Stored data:
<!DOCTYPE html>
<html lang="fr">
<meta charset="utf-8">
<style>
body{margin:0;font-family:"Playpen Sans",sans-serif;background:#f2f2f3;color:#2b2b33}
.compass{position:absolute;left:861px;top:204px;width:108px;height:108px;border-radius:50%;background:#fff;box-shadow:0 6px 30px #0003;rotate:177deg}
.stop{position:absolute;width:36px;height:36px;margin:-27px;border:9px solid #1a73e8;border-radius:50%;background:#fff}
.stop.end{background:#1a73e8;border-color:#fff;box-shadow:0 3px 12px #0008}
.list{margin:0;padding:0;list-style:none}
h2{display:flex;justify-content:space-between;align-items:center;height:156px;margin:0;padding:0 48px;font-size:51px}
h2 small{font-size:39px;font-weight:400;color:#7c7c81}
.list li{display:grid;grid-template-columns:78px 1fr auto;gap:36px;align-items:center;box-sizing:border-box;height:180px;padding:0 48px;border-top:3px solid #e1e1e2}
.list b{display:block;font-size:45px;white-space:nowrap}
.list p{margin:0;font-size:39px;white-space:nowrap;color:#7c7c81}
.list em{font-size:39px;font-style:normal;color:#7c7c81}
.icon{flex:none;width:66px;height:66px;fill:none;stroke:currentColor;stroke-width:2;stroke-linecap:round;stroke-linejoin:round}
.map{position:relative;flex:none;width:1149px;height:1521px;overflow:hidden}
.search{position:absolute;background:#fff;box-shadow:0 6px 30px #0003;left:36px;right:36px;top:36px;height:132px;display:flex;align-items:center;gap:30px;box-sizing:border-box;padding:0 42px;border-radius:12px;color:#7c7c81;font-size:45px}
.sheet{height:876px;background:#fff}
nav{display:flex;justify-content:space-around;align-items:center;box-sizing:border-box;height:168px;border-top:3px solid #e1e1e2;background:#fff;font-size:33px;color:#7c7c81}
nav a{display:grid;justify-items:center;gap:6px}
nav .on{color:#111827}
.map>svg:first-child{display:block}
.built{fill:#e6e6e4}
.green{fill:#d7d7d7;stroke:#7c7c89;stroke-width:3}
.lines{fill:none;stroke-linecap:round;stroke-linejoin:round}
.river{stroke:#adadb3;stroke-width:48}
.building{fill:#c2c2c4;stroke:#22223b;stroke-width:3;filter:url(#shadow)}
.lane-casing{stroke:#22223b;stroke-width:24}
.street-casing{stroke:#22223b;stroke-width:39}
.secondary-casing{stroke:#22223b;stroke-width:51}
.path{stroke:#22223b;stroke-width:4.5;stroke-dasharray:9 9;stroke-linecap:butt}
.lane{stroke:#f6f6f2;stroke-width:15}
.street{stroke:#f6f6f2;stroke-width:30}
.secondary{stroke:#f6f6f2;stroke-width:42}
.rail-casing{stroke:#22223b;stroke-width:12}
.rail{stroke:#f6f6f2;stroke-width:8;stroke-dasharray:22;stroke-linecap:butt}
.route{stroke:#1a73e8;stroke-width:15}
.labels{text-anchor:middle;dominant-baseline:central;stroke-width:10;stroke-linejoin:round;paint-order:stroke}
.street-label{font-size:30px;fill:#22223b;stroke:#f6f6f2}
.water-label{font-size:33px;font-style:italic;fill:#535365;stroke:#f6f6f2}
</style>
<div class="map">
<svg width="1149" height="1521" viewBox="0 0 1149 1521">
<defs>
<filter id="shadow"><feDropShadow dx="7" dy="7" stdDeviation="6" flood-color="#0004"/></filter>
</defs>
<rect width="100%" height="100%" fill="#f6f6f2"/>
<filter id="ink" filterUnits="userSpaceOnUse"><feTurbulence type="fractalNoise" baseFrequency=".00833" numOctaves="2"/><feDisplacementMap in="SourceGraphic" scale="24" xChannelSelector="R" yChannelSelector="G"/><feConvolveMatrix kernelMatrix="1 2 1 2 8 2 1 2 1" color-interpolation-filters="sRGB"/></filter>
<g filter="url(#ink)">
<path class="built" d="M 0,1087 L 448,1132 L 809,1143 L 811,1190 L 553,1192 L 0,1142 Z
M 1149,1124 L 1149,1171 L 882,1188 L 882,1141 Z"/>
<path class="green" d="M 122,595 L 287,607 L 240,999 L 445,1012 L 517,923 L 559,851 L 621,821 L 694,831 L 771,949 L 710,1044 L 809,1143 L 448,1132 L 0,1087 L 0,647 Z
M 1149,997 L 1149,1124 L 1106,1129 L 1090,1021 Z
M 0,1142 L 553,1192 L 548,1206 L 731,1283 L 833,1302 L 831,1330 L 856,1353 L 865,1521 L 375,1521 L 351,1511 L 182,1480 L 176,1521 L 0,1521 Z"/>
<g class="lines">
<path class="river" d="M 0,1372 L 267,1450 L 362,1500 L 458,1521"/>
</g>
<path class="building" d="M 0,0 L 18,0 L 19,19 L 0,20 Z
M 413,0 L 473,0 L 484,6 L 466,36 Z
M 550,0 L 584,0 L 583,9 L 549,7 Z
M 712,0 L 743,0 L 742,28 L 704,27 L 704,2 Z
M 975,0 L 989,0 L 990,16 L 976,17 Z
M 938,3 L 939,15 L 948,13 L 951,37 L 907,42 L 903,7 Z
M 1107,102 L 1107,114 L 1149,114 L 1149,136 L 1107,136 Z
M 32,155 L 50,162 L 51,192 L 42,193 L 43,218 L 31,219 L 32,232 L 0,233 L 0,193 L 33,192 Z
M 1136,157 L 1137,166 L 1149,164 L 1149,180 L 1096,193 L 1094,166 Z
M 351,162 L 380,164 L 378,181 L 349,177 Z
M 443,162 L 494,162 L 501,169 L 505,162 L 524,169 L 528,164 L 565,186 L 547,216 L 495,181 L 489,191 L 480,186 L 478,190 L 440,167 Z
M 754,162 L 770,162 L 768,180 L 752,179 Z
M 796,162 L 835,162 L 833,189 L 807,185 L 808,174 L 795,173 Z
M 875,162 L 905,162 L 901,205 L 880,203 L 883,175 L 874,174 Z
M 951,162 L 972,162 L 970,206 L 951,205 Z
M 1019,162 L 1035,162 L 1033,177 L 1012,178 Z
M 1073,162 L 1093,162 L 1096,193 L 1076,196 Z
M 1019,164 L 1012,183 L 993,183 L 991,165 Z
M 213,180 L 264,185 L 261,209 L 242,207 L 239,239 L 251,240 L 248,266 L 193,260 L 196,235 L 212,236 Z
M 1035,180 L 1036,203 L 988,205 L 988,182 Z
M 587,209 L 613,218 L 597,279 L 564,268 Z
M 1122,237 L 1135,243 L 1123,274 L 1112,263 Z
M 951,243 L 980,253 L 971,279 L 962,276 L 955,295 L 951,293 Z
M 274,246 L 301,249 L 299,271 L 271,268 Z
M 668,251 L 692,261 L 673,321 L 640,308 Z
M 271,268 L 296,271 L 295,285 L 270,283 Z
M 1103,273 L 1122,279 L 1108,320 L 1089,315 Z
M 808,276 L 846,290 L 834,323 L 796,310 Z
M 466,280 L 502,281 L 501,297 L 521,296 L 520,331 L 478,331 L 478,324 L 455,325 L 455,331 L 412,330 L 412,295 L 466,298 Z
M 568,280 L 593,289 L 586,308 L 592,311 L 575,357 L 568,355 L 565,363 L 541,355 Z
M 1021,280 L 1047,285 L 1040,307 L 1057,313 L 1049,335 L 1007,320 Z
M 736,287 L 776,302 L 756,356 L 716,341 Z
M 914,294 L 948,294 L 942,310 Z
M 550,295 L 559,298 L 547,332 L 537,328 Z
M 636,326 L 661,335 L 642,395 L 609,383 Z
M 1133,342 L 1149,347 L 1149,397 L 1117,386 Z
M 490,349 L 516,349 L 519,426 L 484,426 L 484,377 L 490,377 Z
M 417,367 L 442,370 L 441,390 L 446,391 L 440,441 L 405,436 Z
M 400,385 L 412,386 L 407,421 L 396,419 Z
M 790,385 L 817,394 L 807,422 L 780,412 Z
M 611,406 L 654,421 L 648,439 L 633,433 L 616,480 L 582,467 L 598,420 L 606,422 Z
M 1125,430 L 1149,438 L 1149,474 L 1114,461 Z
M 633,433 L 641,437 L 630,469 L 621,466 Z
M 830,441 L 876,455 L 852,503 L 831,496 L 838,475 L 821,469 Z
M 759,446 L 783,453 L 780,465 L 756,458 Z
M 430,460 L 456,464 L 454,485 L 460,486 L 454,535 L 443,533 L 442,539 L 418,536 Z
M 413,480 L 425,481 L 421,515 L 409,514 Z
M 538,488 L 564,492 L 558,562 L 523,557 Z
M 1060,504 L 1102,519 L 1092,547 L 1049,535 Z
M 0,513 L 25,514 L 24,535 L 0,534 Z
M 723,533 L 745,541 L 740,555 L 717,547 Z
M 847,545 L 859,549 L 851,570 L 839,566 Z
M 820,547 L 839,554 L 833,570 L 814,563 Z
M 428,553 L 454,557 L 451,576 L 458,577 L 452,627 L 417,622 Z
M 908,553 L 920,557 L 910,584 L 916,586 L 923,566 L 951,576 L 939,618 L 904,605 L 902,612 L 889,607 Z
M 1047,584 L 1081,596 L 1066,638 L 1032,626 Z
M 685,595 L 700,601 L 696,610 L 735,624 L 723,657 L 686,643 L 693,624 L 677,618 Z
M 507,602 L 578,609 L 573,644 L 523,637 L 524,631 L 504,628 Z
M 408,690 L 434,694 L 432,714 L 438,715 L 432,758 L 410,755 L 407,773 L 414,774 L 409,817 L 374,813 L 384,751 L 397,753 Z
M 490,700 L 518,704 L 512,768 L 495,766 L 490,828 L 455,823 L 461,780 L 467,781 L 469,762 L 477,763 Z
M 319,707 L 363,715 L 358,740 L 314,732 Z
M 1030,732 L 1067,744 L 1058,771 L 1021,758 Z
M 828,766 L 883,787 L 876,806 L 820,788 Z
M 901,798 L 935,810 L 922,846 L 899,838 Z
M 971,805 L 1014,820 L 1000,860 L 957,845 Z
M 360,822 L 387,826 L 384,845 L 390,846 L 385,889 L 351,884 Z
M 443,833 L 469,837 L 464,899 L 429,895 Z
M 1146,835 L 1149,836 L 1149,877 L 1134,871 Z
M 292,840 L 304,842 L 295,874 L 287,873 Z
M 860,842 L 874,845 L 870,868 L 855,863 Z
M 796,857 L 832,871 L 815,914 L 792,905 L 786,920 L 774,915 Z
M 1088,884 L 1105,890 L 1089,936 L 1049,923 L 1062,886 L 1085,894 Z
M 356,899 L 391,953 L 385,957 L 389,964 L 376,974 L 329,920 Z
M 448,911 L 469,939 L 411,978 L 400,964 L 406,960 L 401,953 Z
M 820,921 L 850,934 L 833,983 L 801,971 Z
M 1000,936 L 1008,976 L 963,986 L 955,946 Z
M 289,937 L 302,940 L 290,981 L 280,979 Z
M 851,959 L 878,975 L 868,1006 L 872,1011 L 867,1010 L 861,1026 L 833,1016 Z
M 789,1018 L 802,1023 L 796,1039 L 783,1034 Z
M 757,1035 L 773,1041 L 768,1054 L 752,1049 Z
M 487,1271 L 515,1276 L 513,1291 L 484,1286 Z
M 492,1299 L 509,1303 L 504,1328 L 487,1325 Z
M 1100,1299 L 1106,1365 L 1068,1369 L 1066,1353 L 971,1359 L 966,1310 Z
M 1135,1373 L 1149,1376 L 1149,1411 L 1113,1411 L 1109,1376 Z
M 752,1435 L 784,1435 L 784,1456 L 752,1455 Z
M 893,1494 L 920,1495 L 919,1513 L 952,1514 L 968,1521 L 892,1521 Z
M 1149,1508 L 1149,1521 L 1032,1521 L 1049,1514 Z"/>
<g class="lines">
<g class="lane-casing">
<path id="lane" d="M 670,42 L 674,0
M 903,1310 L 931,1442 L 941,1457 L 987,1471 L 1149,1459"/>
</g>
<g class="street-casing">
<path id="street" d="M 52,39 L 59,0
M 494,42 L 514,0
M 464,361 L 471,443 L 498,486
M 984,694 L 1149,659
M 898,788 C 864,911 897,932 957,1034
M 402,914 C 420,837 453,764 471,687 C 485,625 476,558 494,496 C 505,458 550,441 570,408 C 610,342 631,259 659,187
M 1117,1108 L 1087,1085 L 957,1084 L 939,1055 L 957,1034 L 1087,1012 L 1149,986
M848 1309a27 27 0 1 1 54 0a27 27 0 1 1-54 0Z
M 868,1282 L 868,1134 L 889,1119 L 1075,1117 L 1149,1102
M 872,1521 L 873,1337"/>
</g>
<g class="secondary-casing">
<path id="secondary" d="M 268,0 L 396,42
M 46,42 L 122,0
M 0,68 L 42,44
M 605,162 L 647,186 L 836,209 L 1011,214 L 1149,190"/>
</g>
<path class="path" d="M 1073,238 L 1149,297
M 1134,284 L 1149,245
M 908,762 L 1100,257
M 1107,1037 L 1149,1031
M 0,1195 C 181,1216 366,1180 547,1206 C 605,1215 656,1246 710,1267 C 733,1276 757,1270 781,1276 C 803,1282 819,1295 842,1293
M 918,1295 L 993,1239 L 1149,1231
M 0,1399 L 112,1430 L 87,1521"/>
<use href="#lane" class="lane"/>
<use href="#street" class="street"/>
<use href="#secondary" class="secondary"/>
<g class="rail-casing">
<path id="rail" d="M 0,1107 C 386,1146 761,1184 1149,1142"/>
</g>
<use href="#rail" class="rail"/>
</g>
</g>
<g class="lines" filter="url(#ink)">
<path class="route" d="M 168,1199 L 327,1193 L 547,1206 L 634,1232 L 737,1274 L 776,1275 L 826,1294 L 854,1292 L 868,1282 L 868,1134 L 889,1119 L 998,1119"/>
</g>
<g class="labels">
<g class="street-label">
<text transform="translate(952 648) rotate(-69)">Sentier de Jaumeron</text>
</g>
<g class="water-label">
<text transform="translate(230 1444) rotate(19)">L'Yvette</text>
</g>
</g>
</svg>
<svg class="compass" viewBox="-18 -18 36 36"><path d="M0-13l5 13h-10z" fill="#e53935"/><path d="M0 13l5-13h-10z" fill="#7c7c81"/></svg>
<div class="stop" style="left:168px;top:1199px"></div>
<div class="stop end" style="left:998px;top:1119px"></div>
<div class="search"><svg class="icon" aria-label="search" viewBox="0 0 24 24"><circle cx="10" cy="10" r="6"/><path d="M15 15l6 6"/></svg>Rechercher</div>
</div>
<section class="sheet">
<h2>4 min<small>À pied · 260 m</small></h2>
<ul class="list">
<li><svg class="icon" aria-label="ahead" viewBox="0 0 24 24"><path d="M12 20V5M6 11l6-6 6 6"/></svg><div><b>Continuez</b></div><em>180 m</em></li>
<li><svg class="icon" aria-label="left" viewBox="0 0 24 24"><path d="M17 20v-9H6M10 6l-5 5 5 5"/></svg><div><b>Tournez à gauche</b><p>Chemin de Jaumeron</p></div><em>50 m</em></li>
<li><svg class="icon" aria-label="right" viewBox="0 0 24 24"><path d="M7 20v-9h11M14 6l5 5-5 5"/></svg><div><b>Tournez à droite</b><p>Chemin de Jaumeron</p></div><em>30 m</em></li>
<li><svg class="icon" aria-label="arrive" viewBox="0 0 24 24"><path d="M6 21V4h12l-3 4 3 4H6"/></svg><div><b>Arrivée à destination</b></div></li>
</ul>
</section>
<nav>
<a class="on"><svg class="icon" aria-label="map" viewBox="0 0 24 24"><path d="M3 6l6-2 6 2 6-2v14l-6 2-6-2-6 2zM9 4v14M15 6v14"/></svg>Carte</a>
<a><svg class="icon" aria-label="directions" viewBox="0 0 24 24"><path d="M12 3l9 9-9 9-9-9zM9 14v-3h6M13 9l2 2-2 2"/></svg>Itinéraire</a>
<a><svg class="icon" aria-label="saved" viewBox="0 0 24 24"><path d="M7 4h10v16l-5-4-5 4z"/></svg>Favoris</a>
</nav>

*What you should do:*
Filter the records above for the string "building" and copy each matching line.

*Response to this exercise:*
.building{fill:#c2c2c4;stroke:#22223b;stroke-width:3;filter:url(#shadow)}
<path class="building" d="M 0,0 L 18,0 L 19,19 L 0,20 Z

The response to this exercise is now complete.